Exercise prompt
From the records below, take each line where the string "James" shows up and copy it.

(Dataset excerpts)
::::::
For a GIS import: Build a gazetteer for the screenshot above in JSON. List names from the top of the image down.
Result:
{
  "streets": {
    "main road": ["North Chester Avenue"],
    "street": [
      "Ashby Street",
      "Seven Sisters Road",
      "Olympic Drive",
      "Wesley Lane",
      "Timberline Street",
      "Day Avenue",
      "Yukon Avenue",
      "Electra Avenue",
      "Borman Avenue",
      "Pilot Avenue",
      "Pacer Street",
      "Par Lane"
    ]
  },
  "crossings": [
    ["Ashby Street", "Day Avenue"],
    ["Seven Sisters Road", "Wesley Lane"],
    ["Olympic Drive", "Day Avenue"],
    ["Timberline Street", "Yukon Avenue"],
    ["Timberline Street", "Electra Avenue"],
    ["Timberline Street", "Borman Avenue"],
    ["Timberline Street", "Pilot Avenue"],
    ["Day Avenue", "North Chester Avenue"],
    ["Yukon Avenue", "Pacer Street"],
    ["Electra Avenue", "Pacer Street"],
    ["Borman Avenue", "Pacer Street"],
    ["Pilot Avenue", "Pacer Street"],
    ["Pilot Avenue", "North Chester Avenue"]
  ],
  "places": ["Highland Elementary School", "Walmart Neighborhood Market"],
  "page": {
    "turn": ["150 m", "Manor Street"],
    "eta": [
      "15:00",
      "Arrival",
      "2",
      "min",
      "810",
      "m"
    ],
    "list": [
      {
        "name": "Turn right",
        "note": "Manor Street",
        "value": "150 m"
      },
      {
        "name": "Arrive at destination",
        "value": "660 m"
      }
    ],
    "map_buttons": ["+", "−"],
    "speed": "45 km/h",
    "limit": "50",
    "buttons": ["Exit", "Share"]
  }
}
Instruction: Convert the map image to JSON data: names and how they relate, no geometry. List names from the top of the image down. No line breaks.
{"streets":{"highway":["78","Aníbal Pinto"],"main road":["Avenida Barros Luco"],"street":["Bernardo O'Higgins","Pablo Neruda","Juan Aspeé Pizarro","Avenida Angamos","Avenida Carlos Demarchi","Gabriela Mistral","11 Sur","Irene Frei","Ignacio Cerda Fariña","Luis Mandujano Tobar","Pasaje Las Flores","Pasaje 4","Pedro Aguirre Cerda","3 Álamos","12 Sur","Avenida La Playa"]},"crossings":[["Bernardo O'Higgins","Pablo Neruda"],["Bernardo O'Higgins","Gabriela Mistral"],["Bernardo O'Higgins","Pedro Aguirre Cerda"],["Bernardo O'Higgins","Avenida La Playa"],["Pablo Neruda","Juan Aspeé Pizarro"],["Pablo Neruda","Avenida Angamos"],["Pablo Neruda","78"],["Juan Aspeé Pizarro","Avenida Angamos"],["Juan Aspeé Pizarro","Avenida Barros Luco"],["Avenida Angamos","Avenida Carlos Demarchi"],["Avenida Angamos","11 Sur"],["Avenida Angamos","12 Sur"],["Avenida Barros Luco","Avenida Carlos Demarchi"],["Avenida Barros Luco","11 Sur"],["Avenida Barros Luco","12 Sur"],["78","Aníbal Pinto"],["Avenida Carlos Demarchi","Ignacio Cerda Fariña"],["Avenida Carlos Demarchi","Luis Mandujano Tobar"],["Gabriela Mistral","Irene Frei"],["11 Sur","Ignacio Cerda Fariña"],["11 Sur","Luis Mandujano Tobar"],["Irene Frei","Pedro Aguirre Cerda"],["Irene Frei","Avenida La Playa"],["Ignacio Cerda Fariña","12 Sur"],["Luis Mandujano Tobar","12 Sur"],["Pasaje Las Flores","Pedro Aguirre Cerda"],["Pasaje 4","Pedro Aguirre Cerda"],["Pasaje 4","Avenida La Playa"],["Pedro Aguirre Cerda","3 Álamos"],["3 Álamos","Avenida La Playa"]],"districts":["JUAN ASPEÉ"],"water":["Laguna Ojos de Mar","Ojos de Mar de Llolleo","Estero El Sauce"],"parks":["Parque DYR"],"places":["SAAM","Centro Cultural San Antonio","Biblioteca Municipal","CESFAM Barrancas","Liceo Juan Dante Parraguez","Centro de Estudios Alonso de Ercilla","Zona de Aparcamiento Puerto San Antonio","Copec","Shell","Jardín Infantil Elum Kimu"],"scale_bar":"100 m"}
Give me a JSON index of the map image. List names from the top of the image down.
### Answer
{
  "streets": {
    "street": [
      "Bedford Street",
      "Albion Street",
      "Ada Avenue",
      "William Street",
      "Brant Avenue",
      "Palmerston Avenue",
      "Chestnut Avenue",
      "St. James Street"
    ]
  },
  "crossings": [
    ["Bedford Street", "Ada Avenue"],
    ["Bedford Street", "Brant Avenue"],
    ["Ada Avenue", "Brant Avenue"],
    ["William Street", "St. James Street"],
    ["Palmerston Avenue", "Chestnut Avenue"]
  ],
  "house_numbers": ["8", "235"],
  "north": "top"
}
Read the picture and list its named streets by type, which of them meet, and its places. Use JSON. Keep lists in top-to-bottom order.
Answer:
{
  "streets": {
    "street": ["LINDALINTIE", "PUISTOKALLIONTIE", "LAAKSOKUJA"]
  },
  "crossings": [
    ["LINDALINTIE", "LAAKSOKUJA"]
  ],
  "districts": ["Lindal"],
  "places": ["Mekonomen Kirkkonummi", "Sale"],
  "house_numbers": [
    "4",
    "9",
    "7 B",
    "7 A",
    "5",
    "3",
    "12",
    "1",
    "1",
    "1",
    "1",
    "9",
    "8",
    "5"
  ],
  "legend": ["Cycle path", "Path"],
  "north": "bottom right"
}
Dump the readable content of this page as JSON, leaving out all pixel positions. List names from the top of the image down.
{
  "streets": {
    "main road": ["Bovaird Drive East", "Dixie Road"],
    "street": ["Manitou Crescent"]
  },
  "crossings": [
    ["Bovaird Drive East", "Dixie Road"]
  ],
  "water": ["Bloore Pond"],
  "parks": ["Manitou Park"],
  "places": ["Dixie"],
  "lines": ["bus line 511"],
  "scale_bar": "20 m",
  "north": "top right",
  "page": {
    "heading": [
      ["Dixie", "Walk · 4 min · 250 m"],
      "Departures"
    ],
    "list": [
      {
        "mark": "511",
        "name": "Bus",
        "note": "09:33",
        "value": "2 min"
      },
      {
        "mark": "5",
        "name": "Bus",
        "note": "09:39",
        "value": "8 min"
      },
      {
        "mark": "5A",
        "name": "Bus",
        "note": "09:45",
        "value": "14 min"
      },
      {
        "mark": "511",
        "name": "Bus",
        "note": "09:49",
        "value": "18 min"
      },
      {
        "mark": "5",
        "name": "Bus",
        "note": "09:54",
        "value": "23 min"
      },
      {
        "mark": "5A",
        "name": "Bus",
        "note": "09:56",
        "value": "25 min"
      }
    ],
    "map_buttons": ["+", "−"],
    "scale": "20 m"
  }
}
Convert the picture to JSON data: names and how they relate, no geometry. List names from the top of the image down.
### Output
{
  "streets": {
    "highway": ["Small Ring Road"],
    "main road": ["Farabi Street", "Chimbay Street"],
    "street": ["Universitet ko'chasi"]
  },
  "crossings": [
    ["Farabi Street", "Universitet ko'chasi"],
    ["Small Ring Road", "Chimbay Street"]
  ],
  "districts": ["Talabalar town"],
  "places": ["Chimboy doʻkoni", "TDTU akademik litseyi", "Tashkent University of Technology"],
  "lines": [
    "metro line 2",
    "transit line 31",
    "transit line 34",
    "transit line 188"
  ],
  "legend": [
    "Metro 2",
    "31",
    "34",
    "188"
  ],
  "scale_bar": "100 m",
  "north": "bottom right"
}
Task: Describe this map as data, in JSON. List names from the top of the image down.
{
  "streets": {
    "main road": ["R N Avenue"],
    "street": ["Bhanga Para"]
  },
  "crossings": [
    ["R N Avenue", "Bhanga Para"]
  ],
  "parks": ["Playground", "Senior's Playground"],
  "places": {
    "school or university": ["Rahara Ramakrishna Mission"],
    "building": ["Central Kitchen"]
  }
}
::::::
Task solution
      "St. James Street"
    ["William Street", "St. James Street"],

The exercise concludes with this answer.